Roger Davies, having finished a long and grueling transfiguration essay, had decided to go outside for some fresh air. Rubbing his eyes, he had stepped out into his yard, and promptly, at the sight that greeted him, rubbed his eyes again, hoping against hope that he was just imagining things.

He wasn´t.

"Cho!" She pointedly ignored him as she sped around doing loops in the air, very satisfied at the speed she was getting, especially from a Comet. "Cho!" he called again. "Damn it, Chang, get down here!"

Poker face on, she lowered to the ground. He seemed struck speechless by her new appearance for a few moments. Expression blank, she tucked some hair behind her right ear.

"Damn it, Chang, what do you think you´re doing?"

"Improving my Quidditch performance," she replied coolly. She thought of adding that none of the players at the World Cup a week ago had had long hair, but she refrained, thinking silence was the better policy.

"Excuse me, Davies," she finally said, secretly pleased at his stricken look. "I have to be in shape if we´re to win the Quidditch Cup this year.
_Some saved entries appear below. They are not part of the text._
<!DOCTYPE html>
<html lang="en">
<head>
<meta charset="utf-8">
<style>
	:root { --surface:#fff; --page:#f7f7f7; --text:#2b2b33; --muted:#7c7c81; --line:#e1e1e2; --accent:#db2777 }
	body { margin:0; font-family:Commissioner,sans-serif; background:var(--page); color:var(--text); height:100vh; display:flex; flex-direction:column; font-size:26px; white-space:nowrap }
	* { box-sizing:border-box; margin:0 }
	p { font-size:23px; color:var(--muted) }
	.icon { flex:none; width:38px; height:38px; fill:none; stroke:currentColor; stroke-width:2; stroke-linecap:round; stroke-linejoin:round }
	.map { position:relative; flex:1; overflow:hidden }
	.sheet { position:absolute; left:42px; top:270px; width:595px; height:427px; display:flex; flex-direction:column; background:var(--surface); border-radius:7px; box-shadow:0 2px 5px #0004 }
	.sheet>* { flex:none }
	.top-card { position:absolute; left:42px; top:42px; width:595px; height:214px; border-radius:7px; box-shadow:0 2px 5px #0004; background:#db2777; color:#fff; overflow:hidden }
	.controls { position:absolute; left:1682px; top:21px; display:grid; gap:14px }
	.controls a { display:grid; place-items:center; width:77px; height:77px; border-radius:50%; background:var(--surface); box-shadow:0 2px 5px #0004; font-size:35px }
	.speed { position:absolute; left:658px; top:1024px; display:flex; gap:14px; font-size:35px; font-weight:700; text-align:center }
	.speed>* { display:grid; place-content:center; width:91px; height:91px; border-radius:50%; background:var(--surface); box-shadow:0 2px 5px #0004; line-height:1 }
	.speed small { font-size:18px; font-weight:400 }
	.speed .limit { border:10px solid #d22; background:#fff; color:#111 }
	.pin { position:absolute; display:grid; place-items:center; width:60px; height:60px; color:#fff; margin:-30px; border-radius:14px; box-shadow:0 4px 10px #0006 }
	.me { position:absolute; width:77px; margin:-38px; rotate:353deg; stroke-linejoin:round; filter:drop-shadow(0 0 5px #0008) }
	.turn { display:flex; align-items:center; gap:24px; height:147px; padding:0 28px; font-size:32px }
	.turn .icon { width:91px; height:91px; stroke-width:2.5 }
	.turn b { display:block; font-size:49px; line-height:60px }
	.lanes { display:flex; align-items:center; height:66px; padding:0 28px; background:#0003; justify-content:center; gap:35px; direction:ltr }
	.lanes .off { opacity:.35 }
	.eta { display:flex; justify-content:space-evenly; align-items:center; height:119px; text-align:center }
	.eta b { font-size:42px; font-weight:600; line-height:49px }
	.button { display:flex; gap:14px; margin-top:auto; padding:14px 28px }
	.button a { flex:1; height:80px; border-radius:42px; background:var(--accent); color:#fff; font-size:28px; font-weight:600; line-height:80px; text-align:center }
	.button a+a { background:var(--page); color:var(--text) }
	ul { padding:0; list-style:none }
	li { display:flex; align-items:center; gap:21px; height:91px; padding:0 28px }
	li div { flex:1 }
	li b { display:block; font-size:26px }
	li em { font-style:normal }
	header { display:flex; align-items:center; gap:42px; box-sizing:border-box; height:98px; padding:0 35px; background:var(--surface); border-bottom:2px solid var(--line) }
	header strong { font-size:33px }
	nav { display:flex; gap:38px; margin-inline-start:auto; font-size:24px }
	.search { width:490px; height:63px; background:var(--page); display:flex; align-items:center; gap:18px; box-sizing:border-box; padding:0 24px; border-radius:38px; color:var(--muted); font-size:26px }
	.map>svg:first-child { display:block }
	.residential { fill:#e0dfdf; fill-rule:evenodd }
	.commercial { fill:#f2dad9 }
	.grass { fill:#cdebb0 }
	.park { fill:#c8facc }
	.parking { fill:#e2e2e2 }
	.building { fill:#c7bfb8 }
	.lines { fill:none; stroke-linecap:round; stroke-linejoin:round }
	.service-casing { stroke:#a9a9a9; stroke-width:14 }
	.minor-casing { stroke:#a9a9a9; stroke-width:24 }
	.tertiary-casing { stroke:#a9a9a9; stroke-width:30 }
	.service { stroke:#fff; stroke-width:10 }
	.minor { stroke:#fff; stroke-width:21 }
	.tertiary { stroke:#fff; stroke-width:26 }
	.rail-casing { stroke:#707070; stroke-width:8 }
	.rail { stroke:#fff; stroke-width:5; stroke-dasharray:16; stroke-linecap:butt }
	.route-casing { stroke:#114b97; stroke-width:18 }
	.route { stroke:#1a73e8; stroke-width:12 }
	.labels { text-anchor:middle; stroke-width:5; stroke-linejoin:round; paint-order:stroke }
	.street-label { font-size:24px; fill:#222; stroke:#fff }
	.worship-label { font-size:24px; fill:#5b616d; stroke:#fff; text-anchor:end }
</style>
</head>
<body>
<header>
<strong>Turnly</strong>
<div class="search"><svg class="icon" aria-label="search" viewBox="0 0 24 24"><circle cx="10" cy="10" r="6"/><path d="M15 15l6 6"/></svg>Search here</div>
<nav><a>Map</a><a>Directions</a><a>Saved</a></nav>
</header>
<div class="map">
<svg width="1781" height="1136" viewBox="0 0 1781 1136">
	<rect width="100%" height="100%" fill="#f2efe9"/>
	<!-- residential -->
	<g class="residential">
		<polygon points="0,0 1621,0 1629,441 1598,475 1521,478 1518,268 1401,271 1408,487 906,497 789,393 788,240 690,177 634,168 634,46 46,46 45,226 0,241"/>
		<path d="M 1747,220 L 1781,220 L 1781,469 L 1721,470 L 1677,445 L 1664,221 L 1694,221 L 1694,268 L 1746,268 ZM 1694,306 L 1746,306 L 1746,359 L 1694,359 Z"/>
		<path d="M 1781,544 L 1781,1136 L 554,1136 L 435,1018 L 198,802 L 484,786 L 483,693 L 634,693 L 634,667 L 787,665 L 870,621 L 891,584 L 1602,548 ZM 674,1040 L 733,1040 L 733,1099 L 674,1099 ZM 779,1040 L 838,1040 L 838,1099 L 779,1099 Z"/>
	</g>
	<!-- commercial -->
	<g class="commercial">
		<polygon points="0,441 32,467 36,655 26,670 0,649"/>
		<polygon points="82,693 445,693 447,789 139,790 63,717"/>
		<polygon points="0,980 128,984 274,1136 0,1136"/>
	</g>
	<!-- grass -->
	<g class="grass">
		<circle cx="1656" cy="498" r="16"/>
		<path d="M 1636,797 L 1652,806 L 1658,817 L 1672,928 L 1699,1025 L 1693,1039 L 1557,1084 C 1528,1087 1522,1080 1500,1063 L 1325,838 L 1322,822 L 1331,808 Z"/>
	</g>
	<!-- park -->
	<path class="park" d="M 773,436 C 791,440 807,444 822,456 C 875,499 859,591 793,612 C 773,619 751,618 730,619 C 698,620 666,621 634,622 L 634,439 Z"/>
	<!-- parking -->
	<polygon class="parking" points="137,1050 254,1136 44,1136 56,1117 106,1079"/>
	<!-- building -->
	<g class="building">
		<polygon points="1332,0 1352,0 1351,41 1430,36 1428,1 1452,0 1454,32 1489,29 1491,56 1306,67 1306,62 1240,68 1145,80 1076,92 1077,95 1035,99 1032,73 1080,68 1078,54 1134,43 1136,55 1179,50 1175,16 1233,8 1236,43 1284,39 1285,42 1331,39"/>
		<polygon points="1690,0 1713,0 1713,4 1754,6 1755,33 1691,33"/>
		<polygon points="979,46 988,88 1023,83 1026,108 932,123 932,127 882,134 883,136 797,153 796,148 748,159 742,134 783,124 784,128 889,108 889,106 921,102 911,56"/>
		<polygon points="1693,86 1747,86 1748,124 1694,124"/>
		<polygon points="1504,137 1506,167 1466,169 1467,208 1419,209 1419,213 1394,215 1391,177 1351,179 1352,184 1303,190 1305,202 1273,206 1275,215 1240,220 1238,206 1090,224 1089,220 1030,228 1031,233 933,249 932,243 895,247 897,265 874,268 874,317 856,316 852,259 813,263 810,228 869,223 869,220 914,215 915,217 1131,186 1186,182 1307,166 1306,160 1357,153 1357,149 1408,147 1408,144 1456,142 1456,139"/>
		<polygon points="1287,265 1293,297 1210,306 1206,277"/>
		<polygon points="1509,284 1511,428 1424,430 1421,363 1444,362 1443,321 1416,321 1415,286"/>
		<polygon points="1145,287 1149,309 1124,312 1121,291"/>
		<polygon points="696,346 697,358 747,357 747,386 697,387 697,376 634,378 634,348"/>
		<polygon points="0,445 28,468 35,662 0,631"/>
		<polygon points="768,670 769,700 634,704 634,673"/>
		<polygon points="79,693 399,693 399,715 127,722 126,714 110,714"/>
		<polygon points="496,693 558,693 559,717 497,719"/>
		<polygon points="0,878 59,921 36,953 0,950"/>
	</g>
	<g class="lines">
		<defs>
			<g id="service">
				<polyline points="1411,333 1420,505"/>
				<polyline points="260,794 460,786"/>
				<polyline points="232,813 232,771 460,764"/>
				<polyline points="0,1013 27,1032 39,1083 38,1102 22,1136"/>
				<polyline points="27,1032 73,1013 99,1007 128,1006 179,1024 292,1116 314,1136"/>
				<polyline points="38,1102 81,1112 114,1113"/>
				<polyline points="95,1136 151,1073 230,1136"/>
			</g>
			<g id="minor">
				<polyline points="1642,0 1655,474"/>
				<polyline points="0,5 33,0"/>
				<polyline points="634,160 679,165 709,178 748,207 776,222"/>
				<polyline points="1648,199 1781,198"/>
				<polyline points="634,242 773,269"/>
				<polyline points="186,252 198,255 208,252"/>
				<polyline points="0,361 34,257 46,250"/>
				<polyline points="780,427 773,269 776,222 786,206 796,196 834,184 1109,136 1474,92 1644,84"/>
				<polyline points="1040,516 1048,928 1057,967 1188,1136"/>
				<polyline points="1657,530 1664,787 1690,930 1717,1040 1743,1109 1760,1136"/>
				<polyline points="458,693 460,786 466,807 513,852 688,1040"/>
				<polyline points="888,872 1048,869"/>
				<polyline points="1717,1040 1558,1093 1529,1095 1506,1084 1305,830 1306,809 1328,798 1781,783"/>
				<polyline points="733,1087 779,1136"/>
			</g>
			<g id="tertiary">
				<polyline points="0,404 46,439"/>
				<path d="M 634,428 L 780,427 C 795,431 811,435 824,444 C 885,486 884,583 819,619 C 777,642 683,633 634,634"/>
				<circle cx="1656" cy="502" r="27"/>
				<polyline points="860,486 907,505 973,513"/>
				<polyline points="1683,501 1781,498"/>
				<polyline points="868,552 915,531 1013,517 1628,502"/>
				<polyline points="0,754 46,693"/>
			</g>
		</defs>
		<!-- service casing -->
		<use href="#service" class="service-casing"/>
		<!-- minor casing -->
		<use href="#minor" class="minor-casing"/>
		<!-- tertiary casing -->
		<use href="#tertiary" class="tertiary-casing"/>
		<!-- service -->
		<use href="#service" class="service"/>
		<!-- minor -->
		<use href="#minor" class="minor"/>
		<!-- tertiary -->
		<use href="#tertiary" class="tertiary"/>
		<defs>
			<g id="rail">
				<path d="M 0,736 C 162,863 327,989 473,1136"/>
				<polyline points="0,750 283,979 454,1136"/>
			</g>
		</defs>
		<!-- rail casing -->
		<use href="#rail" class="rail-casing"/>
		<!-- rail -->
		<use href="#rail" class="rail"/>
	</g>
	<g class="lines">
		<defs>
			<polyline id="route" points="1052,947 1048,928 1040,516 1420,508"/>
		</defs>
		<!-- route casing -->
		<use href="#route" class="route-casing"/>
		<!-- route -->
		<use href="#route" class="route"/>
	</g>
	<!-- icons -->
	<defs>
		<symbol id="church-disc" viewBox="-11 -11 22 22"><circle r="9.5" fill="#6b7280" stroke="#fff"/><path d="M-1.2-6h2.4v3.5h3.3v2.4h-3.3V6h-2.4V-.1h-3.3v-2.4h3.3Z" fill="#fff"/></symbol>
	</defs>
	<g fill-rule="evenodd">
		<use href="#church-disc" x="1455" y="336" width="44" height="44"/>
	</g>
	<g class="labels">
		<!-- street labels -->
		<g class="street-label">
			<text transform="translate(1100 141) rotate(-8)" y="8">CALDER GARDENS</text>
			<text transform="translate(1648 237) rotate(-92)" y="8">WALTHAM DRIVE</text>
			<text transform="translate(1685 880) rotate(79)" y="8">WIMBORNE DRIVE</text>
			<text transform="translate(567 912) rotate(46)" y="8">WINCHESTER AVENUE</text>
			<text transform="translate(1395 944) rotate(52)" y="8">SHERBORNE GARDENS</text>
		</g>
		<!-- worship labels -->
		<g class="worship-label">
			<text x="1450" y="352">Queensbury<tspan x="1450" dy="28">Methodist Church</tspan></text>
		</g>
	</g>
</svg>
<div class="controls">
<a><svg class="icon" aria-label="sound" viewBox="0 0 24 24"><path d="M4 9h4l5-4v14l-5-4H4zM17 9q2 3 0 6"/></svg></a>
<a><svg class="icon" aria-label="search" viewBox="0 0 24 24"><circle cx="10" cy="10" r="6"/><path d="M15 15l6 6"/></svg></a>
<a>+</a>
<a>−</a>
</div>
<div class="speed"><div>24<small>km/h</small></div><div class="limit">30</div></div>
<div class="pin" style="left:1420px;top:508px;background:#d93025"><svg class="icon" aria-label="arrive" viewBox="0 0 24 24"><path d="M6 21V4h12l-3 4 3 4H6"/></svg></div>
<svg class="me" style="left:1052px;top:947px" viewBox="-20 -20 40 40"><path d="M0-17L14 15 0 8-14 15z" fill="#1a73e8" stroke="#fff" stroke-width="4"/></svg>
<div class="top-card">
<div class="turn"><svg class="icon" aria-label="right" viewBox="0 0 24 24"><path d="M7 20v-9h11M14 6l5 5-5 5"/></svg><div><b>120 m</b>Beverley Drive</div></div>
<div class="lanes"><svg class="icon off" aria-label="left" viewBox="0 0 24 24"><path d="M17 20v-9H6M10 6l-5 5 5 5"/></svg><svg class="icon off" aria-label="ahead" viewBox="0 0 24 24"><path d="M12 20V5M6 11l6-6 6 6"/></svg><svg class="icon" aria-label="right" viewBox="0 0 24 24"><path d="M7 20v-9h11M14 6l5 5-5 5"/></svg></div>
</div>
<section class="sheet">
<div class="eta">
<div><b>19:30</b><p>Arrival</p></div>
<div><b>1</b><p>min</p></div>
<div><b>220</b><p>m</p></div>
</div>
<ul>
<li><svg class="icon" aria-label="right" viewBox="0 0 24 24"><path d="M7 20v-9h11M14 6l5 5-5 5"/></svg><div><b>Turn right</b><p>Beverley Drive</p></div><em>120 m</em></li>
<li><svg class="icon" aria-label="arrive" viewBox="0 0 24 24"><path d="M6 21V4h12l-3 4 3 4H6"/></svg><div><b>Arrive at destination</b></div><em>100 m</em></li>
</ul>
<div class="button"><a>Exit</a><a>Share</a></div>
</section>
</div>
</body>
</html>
Good day." With that, she took off, now dropping to the ground and spiraling up in an attempt to learn, or at least emulate, The Wronski Feint.

Roger watched her fly. He couldn´t help it. The small figure in Muggle jeans and an expression of complete concentration on her face kept drawing his eyes. How could she have cut it? He didn´t understand. She had been by far the prettiest girl in the house-perhaps even in the school-with that long silky hair and those mysterious almond-shaped eyes. Not that she wasn´t pretty anymore. Cho couldn´t be unpretty if she tried.

He sighed, wondering whether to be angry at her for cutting her hair, angry at himself for caring, or angry at Cedric Diggory on a general principle. Seething, he decided he had enough anger for all three, and made himself turn away and go back inside, not even noticing that he clutched a handful of hair from his birdbath in his shaking fist.

Cho noticed though, and tried to tell herself she was glad he was upset. She had nothing to prove to Roger, but striking him speechless had been exceedingly satisfying. She only wished she didn´t feel like crying despite her bitter satisfaction.

She flew higher and higher, and the cool breeze cleared her mind somewhat. She looked back down at the two houses, tiny in the distance, one with quaint Oriental stone lions in the front, the other with a small white bird bath in its yard, and gave a shaky sigh. It had been almost half a year, this cold war between her and Roger. Ever since the Gryffindor/Hufflepuff game last term. What had happened to that wonderful, hair-pulling boy who had bludgeoned a bully with his broomstick for her? How had everything gone so awfully wrong?